Dua orang tua itu beranjak ke dalam rumah. Meninggalkan Kunti. Sendiri di beranda. Menikmati sunyi. Di bawah sinaran bulan bulat sempurna.
Perlahan wajah Kunti yang cantik, berubah. Kembali pucat memutih. Seperti kapas. Matanya yang cekung menghitam. Menatap tajam rembulan. Teman pengharapan Kunti di kesunyian malam.
“Mas Zibran. Kunti kangen Mas…., kangen kamu dan anak kita”
Tidak ada suara. Hening cukup lama. Hingga, sayup-sayup, hanya terdengar tangisan pilu. Menyenandungkan kesedihan. Kepiluan suasana yang selalu hadir di beranda rumah Pak Paijo. Saat purnama. Saat Kunti merindukan suami dan anaknya.
Rumah joglo. Di tengah kebun kopi yang cukup luas. Berpagar batu bata merah. Tempat Kunti menumpahkan segala rasa. Saat bulan bulat sempurna, penduduk sekitar membingkai cerita. Tutur dan titah tentang warna kehidupan. Mahfum pada keadaan.

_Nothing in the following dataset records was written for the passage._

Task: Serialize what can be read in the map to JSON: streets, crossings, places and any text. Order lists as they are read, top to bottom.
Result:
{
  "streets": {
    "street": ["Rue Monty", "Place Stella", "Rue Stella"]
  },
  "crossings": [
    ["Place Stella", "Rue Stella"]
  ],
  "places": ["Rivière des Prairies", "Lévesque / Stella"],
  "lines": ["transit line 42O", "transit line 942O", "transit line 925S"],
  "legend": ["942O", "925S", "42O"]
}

Di sebuah jembatan lepas arah laut, seorang lelaki berdiri tegar. Seperti batu karang. Lelaki itu mengambil bungkusan dari dalam tas. Bungkusan berisi sarung tangan. Lantas, sigap dibuang ke laut.
Lelaki itu segera berlalu. Senyum sinis menghias bibirnya. Yah… sinis dalam arti kemenangan. Hanya dalam hatinya seorang.